"""

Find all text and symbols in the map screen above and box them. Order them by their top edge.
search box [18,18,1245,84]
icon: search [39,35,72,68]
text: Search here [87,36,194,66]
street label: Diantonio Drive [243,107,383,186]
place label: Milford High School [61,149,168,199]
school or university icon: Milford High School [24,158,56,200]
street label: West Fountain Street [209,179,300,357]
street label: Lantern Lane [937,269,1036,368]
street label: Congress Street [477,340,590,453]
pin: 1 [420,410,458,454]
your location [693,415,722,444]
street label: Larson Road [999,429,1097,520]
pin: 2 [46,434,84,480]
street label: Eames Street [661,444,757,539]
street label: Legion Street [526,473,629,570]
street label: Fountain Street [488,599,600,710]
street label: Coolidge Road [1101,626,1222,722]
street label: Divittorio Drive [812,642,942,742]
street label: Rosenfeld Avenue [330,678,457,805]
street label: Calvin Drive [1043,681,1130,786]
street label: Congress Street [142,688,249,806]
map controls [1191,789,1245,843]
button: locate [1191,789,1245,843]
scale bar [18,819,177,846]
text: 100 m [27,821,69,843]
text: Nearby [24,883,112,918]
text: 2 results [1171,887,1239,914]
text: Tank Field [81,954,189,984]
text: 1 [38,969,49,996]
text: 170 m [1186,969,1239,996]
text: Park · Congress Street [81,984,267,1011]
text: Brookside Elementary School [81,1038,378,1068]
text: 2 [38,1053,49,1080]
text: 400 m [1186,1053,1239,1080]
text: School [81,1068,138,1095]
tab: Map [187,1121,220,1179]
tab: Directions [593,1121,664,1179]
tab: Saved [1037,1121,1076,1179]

"""

▸ **WHAT IS NEEDED**:
Wherever the string "Road" appears in the entries, copy that line.

▸ **YOUR SOLUTION**:
street label: Larson Road [999,429,1097,520]
street label: Coolidge Road [1101,626,1222,722]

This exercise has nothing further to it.